19 March, 2012

You Wanna Be On Top?

No one said training was going to be easy—in fact, quite the opposite. All of the PC literature I read always used the word “intensive” in reference to pre-service training (PST). And on top of that, China’s PST is an entire month shorter than typical training programmes in other countries. All of this adds up to what can be a very overwhelming and very exhausting experience.


One of the more important aspects of PST for volunteers working in education—besides learning the language you are going to need to survive for the next two years—is a process called model school.





Unfortunately, model school has nothing to do with Tyra, and I’m nowhere closer to becoming America’s Next Top Model. It does, however, have EVERYTHING to do with giving us an opportunity to practice developing a curriculum and lesson plans for an oral English class. Most of us have teaching experience—my site, in particular, is loaded with teachers—but few of us in teaching English as a Foreign Language (TEFL). (The Peace Corps loves its acronyms.)


We had taken many TEFL classes leading up to, and in preparation for, model school. We partnered up; then designed a curriculum to teach for the two-week duration. My partner was an incredible Texan who spent the last three years teaching AP Economics, and after deciding a unit on poetry may be too difficult, designed a curriculum about travel.
Our board on the first day. As you
can see, it was going to be an
exciting day.


Our classroom was challenging from the get-go because we were immediately thrown a curve ball. Instead of the high school-age students we were told we were going to teach, they decided since Amanda and I were both incredible, flexible teachers (read: suckers), we would be the best to handle a classroom of twelve year olds. We handled it like champs, but it was stressful going in, as we had to retool all of our lessons to accommodate younger, less fluent students.


Just like teaching in the States, each day brought different challenges and different successes. I found that my young male students disliked Justin Beiber quite a bit, so any time any of them goofed off, or were apprehensive about participating in an activity, I just started calling them “Beiber”. They were instantly more apt to working.


Me and my model school students.
Chinese students, from what I’ve been told as well as my observations, are not unwilling to learn; they are apprehensive about participating and being active in the classroom. So much of the pedagogy the United States holds dear about active- and collaborative-learning environments does not exist in the Chinese classroom. Their classes are an entirely teacher-centric dissemination of information, where the students are expected to learn passively through lecture and note taking; from what I can tell, students rarely even ask questions of their Chinese teachers. For anyone who has ever taken any kind of foreign language before, that kind of one-way instruction is not epistemologically sound—no one develops language skills in such a fashion.
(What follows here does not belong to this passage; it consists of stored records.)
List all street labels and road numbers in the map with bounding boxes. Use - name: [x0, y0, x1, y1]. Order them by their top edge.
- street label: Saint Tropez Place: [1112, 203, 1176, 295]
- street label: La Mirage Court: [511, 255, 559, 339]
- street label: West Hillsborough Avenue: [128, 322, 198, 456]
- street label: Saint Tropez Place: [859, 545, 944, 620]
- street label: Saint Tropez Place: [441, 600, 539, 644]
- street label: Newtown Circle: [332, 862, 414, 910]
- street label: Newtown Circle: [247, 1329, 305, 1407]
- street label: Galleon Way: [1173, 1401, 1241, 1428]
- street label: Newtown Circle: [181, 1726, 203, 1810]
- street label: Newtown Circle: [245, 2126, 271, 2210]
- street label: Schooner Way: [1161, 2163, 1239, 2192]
(Sorry that last paragraph got a little teacher-talky… I needed to remind myself that I’d taken an educational psychology class.)


In the end, it was a good experience to see what I could and could not get my students to do. Gauging their reactions to certain activities will hopefully help me be more prepared when I start teaching permanently.




***

The greatest thing that came
out of the model school
experience was the discovery
of my favourite childhood
snack
being sold nearby.
At the risk of sounding too cynical, it didn't. In hindsight, the experience did not prepare me for anything, other than expecting and preparing for one thing and getting something completely different, then having to deal with it and adapt without any warning. 

However, please do not interpret what I said negatively. On the contrary, my feelings are just the opposite. I am so thankful my actual teaching position for the next two years is nothing like what Model School was. I do not have to teach them basic vocabulary or basic grammar. I am blessed with moderately high-level English majors. Most of them care a great deal about learning the language and try very hard to succeed at everything, which has been a delight. After a year of apathetic high schoolers, this is heaven in a desk. Instead of the basics, I get the pleasure of teaching culture and writing. Last semester, I taught a post-graduate class that focused solely on Modernist literature. We explored the translation of Ezra Pound's "The River Merchant's Wife" and compared it to the original. I taught juniors about the joys of Greek theatre while they sat on the school's miniature outdoor amphitheatre (I even forced some of them to get up and pretend to be a chorus).

The back wall was engineered to acoustically bounce sound
back toward the speaker. It was awesome.